Factors Influencing the Utilization of Inpatient Units: Demand, Provision and Policies Comprehensively in Literature Review

Authors

  • Sadewa Yudha Sukawati Universitas Indonesia
  • Jaslis Ilyas Universitas Indonesia

DOI:

https://doi.org/10.46799/jhs.v6i6.2558

Keywords:

inpatient utilization, bed occupancy rate, demand, supply, policy

Abstract

The 2023 expansion of Indonesia's National Health Insurance (JKN) to 95.2% coverage and the rising burden of non-communicable diseases have driven increases in patient length of stay and inpatient visits, yet hospital bed distribution remains uneven across provinces, causing patient backlogs and delays in critical care. To comprehensively review demand, supply, and policy factors affecting inpatient unit utilization, measured by the Bed Occupancy Rate (BOR), in literature published from 2020 to 2025. A Literature Review was conducted using the PEOS framework (Patient, Exposure, Outcome, Studies). Articles were sourced from Science Direct, SpringerLink, and ProQuest, followed by deduplication, title/abstract screening, and full-text selection based on inclusion-exclusion criteria.

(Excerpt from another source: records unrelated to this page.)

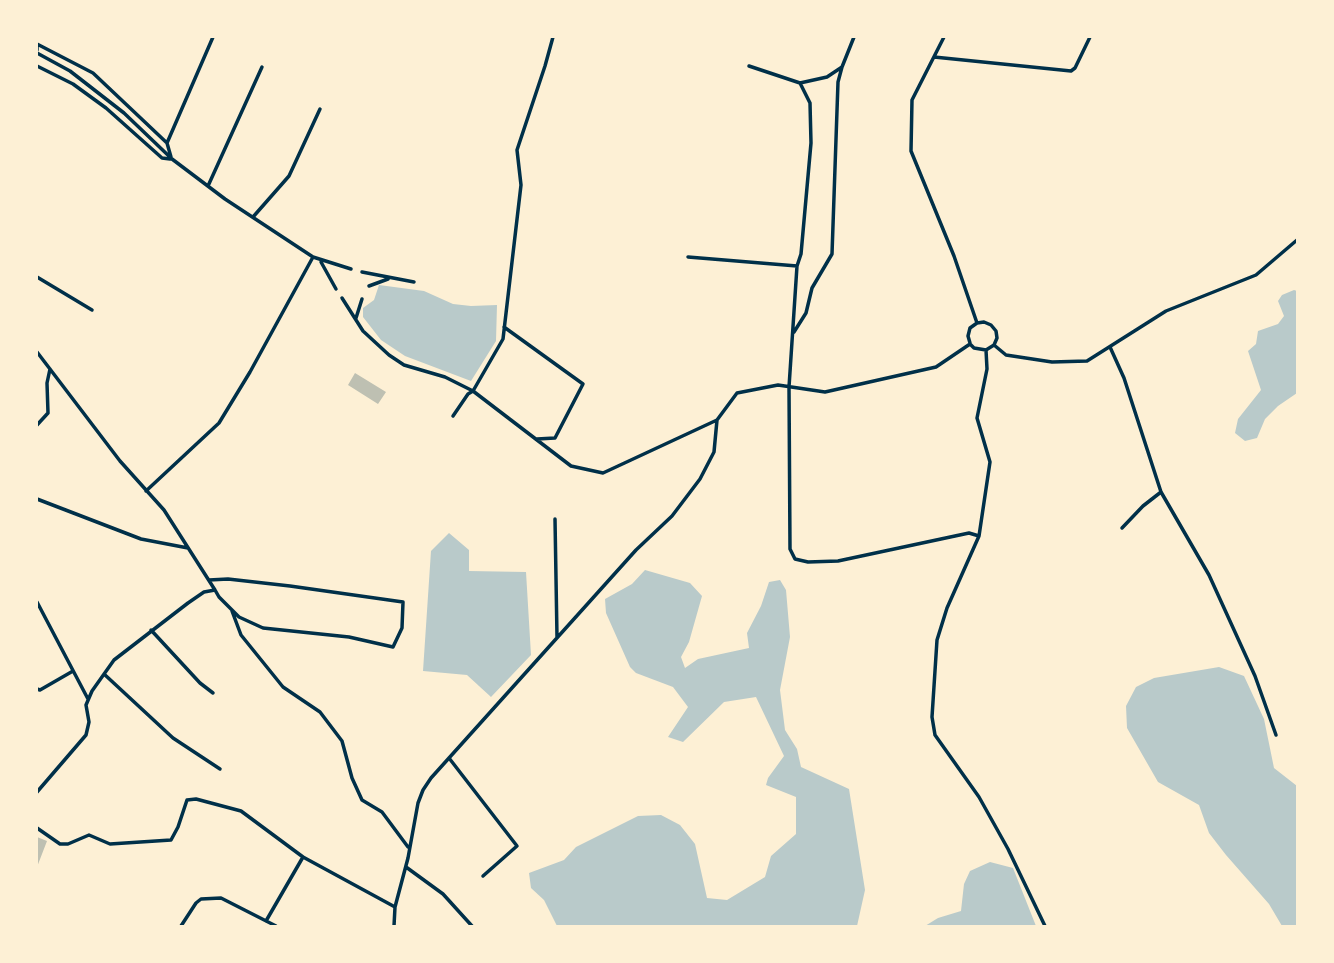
<!DOCTYPE html>
<style>
body{margin:0}
#map{position:relative;width:1334px;height:963px;overflow:hidden;background:#fdf0d5;font-family:"Source Sans 3",sans-serif}
canvas{display:block}
.frame{position:absolute;inset:0;border:38px solid #fdf0d5;pointer-events:none}
</style>
<div id="map">
<canvas width="1334" height="963"></canvas>
<div class="frame"></div>
</div>
<script>
const g = document.querySelector('canvas').getContext('2d');
g.lineJoin = 'round';
function paint(path, color) {
  g.fillStyle = color;
  g.fill(path, 'evenodd');
}
function poly(rows) {
  const path = new Path2D();
  for (const r of rows) {
    path.moveTo(r[0], r[1]);
    for (let i = 2; i < r.length; i += 2) path.lineTo(r[i], r[i + 1]);
  }
  return path;
}
function trace(path, color, width, dash) {
  g.strokeStyle = color;
  g.lineWidth = width;
  g.lineCap = dash ? 'butt' : 'round';
  g.setLineDash(dash || []);
  g.stroke(path);
}
paint(poly([
 [379,285,424,291,453,304,471,306,497,305,496,341,471,381,405,356,381,340,363,317,363,308,374,300],
 [1294,290,1297,291,1297,393,1278,406,1265,419,1257,438,1245,441,1235,433,1238,419,1261,390,1248,351,1256,344,1258,331,1278,324,1284,316,1278,301,1282,295],
 [449,533,469,550,469,571,526,572,531,655,491,697,467,675,423,671,431,551],
 [645,570,690,583,702,596,689,642,681,657,685,668,698,659,749,648,747,633,761,606,769,582,780,580,786,590,790,637,780,690,785,730,797,749,801,767,849,789,865,890,857,926,557,926,544,900,531,888,529,873,564,860,576,847,638,816,661,815,680,825,695,844,707,898,727,900,765,877,771,856,796,834,796,797,766,785,768,778,784,756,756,697,724,702,683,742,668,737,688,707,673,687,636,673,630,667,606,613,605,599,632,584],
 [1219,667,1244,676,1264,719,1274,768,1297,786,1297,926,1282,926,1269,904,1226,855,1209,833,1199,805,1158,782,1127,728,1126,706,1136,687,1154,678],
 [990,862,1013,868,1036,926,925,926,938,918,961,911,964,884,970,871]
]), '#b9caca');
paint(poly([
 [355,373,386,392,378,404,348,385],
 [37,837,47,841,37,867]
]), '#bec0b2');
trace(poly([
 [944,37,912,100,911,151,954,256,977,323],
 [37,44,93,73,167,143,171,157],
 [37,47,37,50],
 [37,53,70,71,124,113,172,159,225,199,313,257,351,269],
 [934,57,1071,71,1075,68,1090,37],
 [37,66,73,84,106,108,162,158,170,159],
 [749,66,800,83,810,103,811,143,801,254,797,266,789,387,790,549,795,559,808,562,838,561,969,533,979,536],
 [800,83,827,77,842,67,854,37],
 [167,143,213,37],
 [208,186,262,67],
 [253,217,289,176,320,109],
 [688,257,797,266],
 [321,262,336,289],
 [362,272,414,282],
 [37,277,92,310],
 [369,286,388,279],
 [342,298,363,331,389,355,404,365,445,377,473,391,571,466,603,473,717,420],
 [356,318,362,299],
 [504,327,583,384,555,438,537,439],
 [794,332,806,313,812,288,832,254,838,82,842,67],
 [970,343,968,336,970,328,977,323,984,322,991,325,996,331,997,338,994,345,986,350],
 [970,344,974,348,986,350],
 [994,345,1006,355,1052,362,1087,361,1166,311,1256,275,1297,240],
 [1110,347,1124,378,1161,492,1209,575,1255,676,1276,735],
 [986,350,987,369,977,418,990,462,979,536,947,608,937,640,932,717,935,735,979,797,1008,849,1045,926],
 [37,352,120,461,164,510,215,590,219,597,239,617,263,628,349,637,393,647,402,628,403,602,290,586,228,579,209,580],
 [453,416,468,394,473,391,503,339,521,185,517,150,545,66,553,37],
 [37,425,48,413,47,383,50,369],
 [146,491,219,423,250,372,313,257],
 [37,499,141,539,188,548],
 [555,519,557,637],
 [1122,528,1143,506,1161,492],
 [37,602,88,699],
 [232,611,241,635,283,687,320,712,342,741,352,778,362,800,382,812,408,847],
 [151,630,200,683,213,693],
 [104,674,173,738,220,769],
 [37,689,40,690,73,671],
 [449,758,517,846,483,876],
 [37,792,86,735,89,722,86,705,92,691,114,660,188,603,204,592,215,590],
 [37,828,60,844,68,844,89,835,110,844,171,840,178,827,187,800,196,799,241,811,303,857],
 [406,867,443,894,472,926],
 [266,921,303,857,395,907],
 [181,926,196,903,201,899,221,898,276,926],
 [394,926,395,907,408,858,418,803,423,790,431,778,636,550,672,516,700,479,714,452,717,420,737,393,778,385,825,392,936,367,970,344]
]), '#003049', 3.5);
</script>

The PRISMA flowchart guided the screening process to ensure alignment with PEOS. Out of 57 identified articles, 20 met the criteria for full analysis. Findings indicate that patient demand, bed supply capacity, and financing and referral policies significantly influence BOR. However, no study was found that integrates all three aspects comprehensively. Demand, supply, and policy are key determinants of hospital bed utilization. Further research examining their interactions is needed to develop strategic recommendations for capacity management and equitable access to inpatient services.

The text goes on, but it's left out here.